Bear also has been preparing for the possibility of a bankruptcy filing, with that as the likeliest scenario if an acquisition by J.P. Morgan falls apart, according to a person familiar with the situation. Such a filing might even occur before financial markets in Asia open for Monday trading.
A takeover agreement, which still would require formal approval by the Federal Reserve, also would signal a stunning, crushing end for Bear Stearns. It has been one of Wall Street's best-known firms, surviving swoons that rivals could not. But Bear was savaged the mortgage meltdown.
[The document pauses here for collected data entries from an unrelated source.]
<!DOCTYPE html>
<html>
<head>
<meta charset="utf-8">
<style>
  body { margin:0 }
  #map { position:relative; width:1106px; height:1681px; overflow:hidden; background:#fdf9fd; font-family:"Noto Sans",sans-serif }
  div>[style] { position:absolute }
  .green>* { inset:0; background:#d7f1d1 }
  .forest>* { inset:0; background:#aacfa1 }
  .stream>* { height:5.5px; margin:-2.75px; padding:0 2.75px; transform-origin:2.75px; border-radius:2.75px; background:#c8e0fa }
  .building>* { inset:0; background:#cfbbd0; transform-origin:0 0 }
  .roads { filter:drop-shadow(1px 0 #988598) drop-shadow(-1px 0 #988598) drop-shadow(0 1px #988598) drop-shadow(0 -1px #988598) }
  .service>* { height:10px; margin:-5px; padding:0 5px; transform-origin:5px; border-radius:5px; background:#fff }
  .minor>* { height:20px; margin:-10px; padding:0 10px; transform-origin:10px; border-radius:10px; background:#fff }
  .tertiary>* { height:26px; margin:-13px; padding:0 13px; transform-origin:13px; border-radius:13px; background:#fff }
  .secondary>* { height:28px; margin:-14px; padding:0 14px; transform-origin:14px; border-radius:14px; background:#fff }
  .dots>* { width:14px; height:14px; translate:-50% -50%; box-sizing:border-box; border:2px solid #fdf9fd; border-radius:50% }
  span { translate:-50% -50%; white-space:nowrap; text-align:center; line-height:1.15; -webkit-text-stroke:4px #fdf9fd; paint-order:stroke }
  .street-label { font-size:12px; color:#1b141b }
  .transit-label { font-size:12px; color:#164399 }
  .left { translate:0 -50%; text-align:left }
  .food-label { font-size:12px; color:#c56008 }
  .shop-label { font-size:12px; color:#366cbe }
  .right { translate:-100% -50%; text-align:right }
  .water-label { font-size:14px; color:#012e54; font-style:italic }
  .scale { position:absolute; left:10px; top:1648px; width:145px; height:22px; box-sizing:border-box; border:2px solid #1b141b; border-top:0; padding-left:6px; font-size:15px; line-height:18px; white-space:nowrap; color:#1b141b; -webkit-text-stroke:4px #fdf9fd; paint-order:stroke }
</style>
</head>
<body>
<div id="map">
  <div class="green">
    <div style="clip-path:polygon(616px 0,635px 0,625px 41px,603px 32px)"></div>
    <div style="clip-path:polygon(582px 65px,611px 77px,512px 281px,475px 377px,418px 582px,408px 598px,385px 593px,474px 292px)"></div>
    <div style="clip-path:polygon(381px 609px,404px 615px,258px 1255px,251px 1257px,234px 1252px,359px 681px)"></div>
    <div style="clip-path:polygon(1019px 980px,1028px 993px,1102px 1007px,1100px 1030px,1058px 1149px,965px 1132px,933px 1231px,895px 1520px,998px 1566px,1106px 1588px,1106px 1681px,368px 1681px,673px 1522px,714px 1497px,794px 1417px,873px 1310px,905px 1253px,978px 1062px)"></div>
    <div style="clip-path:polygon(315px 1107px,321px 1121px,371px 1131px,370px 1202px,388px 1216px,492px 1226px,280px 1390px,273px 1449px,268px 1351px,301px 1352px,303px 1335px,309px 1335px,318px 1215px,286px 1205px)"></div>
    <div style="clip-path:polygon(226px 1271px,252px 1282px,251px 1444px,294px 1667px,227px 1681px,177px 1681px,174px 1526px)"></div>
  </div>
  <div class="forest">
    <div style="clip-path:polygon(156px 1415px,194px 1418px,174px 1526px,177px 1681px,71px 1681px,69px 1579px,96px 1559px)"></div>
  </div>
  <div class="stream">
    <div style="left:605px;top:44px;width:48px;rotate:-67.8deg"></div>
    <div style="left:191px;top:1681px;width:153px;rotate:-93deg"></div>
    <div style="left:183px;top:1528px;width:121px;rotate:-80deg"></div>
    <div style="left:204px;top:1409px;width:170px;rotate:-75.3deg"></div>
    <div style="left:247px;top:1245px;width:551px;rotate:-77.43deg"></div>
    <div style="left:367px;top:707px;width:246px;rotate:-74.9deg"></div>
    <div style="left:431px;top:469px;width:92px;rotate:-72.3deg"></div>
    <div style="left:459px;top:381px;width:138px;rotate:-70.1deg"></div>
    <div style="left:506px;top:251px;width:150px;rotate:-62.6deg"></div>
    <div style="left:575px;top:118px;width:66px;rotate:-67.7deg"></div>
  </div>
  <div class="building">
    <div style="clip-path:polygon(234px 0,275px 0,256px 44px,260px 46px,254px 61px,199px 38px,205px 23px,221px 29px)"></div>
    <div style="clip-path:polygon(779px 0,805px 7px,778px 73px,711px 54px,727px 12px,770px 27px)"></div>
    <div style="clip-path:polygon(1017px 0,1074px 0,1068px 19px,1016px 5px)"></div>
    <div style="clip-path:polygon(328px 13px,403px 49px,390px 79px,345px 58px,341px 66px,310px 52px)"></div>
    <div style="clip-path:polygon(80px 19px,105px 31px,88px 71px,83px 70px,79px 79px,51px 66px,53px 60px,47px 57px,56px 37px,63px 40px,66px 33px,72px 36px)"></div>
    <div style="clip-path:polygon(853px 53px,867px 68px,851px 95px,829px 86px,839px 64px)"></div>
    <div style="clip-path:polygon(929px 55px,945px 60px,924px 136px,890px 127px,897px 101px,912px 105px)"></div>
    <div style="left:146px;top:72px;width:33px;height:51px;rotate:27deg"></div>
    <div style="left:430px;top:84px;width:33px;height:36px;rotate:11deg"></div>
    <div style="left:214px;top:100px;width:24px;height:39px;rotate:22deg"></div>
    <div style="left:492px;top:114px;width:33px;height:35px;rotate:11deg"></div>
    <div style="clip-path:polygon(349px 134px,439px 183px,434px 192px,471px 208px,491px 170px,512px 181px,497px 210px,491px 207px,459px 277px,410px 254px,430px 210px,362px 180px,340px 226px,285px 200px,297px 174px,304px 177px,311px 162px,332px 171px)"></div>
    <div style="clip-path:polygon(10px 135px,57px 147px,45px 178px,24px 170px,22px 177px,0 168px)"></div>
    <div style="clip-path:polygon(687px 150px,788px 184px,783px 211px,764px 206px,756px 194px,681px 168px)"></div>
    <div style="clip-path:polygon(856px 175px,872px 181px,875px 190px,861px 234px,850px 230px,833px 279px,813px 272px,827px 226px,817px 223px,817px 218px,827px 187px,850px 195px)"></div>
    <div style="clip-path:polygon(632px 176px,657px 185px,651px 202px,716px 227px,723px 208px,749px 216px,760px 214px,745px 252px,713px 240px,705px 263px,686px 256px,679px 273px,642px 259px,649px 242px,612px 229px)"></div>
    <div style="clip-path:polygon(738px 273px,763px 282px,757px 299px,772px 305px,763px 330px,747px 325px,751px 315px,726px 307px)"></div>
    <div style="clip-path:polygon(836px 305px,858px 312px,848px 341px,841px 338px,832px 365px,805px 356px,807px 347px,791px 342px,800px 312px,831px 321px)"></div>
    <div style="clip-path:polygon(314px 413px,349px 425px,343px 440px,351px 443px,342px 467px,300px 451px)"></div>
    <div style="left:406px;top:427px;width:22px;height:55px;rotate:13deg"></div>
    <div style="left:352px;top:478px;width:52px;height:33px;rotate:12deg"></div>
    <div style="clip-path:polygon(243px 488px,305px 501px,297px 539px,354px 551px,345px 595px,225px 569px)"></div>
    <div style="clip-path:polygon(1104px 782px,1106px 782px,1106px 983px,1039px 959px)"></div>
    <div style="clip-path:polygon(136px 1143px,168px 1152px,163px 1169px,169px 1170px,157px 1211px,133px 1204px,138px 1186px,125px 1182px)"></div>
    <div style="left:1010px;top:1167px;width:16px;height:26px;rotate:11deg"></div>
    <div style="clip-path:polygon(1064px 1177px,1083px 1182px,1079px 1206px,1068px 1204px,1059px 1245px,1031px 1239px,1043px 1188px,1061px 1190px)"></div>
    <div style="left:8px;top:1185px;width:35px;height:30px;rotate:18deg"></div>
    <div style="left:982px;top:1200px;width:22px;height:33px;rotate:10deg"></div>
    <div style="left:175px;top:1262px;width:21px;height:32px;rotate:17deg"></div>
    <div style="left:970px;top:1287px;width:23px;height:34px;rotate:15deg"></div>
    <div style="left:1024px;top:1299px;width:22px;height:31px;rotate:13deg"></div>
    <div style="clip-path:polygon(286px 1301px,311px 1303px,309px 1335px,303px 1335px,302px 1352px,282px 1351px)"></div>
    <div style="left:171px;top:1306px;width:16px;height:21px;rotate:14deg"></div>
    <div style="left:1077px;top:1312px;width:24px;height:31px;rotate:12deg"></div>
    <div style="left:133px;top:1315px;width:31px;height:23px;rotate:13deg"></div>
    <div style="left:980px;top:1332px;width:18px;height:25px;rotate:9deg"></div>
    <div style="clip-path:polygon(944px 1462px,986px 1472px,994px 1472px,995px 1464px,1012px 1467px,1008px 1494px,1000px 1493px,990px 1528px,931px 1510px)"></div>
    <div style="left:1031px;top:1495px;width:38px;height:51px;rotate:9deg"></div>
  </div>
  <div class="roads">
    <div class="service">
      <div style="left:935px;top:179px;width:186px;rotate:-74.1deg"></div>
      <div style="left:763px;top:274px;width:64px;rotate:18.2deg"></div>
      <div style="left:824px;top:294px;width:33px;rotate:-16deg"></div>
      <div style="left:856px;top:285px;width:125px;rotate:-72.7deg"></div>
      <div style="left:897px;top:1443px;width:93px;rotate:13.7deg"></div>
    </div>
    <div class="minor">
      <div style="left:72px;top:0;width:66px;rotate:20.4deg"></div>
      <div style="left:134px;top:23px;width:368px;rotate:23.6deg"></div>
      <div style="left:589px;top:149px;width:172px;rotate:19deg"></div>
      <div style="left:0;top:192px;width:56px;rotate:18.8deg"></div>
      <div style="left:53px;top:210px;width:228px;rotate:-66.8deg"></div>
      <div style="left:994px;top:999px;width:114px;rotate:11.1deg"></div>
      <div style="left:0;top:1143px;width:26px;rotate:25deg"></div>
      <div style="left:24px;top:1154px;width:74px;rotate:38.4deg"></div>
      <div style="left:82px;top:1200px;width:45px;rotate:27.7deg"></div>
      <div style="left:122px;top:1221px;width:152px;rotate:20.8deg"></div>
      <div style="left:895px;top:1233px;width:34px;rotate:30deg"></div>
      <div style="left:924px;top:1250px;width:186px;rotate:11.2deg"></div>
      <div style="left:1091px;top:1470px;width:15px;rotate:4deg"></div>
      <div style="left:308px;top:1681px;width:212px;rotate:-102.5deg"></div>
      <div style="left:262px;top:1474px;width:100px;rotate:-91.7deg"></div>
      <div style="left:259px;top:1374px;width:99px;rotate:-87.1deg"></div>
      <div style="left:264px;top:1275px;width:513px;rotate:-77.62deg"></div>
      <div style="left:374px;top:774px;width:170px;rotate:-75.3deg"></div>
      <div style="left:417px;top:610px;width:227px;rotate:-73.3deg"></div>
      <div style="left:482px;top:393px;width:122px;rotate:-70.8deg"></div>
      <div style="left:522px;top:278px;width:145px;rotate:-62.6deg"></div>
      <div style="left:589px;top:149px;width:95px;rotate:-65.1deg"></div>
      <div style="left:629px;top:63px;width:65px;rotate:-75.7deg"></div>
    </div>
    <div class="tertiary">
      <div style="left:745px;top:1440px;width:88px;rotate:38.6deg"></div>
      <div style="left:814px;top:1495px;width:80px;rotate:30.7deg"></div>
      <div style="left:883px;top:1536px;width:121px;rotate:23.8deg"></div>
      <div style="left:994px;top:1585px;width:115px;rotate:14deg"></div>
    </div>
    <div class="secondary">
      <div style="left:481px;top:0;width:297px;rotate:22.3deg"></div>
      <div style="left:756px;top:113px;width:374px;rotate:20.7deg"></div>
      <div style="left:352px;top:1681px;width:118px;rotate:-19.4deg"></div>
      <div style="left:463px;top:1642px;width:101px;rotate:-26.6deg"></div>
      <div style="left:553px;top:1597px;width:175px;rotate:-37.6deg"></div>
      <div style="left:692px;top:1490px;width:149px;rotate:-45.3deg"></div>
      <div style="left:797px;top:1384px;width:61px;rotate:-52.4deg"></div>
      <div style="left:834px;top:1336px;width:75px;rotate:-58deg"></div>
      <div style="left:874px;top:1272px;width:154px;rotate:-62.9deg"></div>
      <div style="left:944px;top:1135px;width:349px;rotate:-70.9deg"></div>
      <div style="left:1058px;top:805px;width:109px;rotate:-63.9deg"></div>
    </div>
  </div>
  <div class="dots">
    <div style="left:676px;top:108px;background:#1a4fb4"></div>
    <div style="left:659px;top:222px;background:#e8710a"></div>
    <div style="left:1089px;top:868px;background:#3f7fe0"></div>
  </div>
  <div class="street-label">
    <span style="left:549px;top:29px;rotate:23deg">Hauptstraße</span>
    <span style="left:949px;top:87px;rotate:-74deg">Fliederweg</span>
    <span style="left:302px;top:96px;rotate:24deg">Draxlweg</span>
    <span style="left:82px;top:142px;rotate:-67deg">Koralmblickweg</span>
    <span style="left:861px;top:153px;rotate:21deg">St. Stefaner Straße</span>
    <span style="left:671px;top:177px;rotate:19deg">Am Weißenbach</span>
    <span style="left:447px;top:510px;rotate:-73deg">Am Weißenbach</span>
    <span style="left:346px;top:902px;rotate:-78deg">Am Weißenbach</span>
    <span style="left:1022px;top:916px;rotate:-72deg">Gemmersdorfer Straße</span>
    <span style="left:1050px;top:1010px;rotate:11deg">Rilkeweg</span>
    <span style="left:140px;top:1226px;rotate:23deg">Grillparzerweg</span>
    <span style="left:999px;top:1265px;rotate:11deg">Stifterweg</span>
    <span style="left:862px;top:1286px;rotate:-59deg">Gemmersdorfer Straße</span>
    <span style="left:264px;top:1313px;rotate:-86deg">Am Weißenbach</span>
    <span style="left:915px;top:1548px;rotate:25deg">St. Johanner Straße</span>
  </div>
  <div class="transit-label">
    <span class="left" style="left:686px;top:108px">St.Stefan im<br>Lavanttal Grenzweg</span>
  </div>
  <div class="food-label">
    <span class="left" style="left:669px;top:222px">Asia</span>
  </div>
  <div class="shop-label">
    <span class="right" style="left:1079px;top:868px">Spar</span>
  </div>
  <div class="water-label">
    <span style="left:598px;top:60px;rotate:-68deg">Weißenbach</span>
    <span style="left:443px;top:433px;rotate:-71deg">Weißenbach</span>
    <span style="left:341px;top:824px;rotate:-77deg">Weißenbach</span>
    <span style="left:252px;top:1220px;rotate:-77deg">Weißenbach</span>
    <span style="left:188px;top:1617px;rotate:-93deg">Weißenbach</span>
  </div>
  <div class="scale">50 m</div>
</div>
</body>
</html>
Whatever the outcome of the ongoing discussions, there is likely to be a tense market opening in the U.S. on Monday, as investors worry that the run-on-the-bank-type retreat by worried Bear customers last week could spread to other firms. On Sunday, Mr. Paulson, the Treasury secretary, said in a TV interview that the government "would do what it takes" to protect the integrity of the financial system.
Any deal would all but wipe out Bear Stearns shareholders, whose shares have not traded below $20 since 1995. The pain would be most acute for Bear's own employees, who were seeped in a culture of firm ownership -- and own about a third of the outstanding shares.
Over the weekend, some Bear employees were hoping a foreign bank would emerge as the winning suitor, since that might mean fewer job cuts than by a domestic buyer. But those prospects dwindled, leaving J.P. Morgan in the prime position to acquire Bear.
Over time, Bear's misfortune could bear fruit for J.P. Morgan. Bear's investment-banking unit -- which underwrites stocks and bonds and advises on mergers -- and its fixed-income and capital-markets trading businesses, have been badly bruised by the credit crunch but still have some value.
Likely even more valuable are Bear's clearing unit, which settles trades and also services and lends to hedge funds, and an investment-advisory business catering to customers having a high net worth. Both of those operations have suffered from withdrawals in recent days.
The likely sale of Bear Stearns is the latest in the cascading mortgage-related blows that began last summer and have resulted in staggering losses and write-downs on Wall Street, the ouster of CEOs and an epidemic of worry that the financial system faces even more turmoil.
On Friday, Bear sought and received emergency funding backed by the federal government. Both the Fed and J.P Morgan stepped in to keep Bear afloat following a severe cash crunch as investors moved to pull assets from the firm.
In stepping in, the Fed was trying to move aggressively to prevent Bear's crisis from spreading to the broader economy. The lifeline gave Bear access to cash for an initial period of 28 days -- but it was widely believed Bear would be sold within days to stop it from going under.
The Fed's unusual intervention was motivated by a concern that a rapid and disorderly failure of Bear would wreak havoc on the markets in which Bear is an intermediary, particularly the huge and important repo market.
Bear risked defaulting on extensive "repo" loans, in which it pledges securities as collateral for overnight loans from money-market funds. If that happened, other securities dealers would see access to repo loans become more restrictive. The pledged securities behind those loans could be dumped in a fire sale, deepening the plunge in securities prices.
As a result, a priority for regulators in any deal for Bear or its parts is to minimize the risk to the financial system. That suggests that regulators want those counterparties furthest removed from Bear itself, for those parties to know immediately where they stand in any deal, and that a buyer have sufficient financial strength to reassure those counterparties.
The Fed's loan facility is for up to 28 days. Other terms haven't been disclosed. The Fed's leverage is unclear, though it does have the power of moral suasion -- or trying to convince many individual parties that acting for the greater good is in their own collective self-interest.